### Exercise objective
Pick out every line in the data below that holds "roads".
····················
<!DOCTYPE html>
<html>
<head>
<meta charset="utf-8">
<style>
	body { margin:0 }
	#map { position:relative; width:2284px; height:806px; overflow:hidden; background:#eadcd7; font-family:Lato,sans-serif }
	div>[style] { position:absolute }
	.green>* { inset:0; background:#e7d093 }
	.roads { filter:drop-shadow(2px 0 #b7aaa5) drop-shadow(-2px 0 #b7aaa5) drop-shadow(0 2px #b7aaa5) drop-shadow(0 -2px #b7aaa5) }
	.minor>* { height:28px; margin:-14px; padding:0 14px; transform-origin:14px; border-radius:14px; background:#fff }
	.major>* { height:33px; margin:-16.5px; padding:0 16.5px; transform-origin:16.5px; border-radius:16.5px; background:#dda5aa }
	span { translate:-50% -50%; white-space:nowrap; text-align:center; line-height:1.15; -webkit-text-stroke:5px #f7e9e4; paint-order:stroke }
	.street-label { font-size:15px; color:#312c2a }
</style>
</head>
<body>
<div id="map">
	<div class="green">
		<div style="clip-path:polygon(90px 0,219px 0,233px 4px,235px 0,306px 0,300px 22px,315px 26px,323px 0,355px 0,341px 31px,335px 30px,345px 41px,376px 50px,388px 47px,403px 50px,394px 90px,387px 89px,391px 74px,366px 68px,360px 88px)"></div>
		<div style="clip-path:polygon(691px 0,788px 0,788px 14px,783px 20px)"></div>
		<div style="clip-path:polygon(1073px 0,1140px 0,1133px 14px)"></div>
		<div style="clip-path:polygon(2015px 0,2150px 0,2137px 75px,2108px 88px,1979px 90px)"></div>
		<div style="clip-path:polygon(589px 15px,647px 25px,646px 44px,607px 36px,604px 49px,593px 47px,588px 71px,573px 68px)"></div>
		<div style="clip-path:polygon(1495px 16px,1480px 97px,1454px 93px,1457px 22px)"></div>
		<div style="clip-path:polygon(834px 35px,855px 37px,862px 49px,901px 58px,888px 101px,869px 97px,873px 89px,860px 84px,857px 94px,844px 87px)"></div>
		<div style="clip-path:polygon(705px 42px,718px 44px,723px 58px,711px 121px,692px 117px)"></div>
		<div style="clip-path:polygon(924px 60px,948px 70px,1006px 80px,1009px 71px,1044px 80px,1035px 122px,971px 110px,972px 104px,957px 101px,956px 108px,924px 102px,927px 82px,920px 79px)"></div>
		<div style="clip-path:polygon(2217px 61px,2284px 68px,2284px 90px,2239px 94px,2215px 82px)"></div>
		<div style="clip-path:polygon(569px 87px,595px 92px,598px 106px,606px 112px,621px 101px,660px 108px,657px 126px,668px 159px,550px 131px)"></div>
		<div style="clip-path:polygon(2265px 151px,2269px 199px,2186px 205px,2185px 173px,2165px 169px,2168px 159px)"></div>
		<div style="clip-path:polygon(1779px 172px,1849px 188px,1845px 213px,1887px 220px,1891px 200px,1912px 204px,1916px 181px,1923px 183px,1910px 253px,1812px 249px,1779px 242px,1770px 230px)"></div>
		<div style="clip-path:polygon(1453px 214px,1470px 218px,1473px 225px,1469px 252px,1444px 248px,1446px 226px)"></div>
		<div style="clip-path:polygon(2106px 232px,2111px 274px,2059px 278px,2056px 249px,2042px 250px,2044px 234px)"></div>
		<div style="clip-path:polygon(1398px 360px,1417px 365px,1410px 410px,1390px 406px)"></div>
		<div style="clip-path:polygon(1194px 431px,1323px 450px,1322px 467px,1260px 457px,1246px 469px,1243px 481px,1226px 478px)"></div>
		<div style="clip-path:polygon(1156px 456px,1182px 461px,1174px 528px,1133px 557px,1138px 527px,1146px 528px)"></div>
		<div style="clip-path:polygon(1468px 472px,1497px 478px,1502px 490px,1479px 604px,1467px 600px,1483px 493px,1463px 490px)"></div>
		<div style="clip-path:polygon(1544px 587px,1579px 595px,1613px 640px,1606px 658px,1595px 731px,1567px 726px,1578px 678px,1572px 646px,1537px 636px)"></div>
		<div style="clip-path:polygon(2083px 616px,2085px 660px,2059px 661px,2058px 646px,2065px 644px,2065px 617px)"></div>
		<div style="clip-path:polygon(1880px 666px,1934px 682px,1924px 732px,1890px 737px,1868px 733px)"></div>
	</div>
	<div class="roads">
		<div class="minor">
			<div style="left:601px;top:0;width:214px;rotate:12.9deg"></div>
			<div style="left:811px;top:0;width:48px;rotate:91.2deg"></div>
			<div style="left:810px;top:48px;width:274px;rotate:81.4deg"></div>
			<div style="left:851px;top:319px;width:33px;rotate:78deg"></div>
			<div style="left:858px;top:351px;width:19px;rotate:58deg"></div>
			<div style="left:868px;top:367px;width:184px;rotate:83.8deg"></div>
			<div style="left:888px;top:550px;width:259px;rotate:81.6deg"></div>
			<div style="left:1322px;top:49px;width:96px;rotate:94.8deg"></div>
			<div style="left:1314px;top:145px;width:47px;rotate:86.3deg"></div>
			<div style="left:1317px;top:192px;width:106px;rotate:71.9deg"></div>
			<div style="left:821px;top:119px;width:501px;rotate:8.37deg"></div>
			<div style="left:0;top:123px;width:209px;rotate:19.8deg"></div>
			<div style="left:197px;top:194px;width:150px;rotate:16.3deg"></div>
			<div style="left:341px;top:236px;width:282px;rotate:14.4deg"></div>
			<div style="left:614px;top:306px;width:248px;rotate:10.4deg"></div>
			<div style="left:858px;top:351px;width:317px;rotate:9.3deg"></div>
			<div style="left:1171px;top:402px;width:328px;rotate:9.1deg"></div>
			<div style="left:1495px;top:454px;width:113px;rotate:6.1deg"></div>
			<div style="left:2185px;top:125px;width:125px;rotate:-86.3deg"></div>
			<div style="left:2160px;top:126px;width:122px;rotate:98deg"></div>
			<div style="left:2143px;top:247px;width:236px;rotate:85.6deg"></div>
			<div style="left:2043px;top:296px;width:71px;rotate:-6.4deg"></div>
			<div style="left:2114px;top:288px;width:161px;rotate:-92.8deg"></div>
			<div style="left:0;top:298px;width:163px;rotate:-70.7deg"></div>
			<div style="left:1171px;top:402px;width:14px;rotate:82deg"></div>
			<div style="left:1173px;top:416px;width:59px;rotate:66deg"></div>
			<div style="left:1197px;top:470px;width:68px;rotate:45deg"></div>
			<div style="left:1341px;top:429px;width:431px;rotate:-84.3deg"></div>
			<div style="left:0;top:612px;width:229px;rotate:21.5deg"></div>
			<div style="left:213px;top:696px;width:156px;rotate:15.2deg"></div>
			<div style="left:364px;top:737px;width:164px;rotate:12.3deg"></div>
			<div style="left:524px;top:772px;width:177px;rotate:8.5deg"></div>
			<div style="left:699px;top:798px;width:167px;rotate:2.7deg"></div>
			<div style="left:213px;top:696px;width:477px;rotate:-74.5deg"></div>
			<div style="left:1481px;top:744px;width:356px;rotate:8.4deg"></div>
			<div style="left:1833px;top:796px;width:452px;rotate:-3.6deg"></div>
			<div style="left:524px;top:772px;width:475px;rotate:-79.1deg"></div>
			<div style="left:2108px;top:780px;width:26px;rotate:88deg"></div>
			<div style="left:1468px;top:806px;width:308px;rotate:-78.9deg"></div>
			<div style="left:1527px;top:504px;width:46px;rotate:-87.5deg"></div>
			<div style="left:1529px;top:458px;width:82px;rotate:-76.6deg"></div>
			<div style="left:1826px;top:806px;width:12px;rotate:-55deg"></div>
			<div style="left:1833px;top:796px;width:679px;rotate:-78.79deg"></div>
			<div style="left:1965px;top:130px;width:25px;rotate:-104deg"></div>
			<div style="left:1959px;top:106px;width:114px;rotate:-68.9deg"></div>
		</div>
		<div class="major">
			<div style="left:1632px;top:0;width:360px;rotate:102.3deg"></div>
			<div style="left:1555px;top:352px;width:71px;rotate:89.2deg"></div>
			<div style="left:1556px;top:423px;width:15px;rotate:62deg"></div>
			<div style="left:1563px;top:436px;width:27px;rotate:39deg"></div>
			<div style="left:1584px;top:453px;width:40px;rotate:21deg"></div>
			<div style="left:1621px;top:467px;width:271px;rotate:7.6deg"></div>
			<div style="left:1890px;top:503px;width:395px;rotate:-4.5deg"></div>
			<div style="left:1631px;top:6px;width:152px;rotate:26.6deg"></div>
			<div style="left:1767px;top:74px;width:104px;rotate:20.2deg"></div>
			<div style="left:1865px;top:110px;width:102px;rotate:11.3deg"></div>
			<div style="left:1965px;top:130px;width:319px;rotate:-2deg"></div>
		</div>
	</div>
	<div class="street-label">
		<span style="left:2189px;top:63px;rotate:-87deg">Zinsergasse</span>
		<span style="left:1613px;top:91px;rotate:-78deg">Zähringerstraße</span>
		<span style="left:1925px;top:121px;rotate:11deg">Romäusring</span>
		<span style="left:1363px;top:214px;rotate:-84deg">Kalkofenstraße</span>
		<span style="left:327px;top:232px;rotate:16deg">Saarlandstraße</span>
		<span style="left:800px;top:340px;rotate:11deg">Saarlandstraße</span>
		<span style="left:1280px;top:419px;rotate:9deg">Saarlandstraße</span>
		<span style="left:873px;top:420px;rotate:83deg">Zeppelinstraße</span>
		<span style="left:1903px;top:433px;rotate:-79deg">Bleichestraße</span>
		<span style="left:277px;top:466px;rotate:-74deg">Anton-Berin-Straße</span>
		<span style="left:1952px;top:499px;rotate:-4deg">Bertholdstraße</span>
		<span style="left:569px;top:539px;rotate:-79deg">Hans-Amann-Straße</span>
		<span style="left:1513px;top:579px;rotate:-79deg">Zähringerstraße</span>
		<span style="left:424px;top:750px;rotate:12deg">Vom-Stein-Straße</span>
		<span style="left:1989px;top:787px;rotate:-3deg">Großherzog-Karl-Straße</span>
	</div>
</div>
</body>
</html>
····················
### Output for this task
	.roads { filter:drop-shadow(2px 0 #b7aaa5) drop-shadow(-2px 0 #b7aaa5) drop-shadow(0 2px #b7aaa5) drop-shadow(0 -2px #b7aaa5) }
	<div class="roads">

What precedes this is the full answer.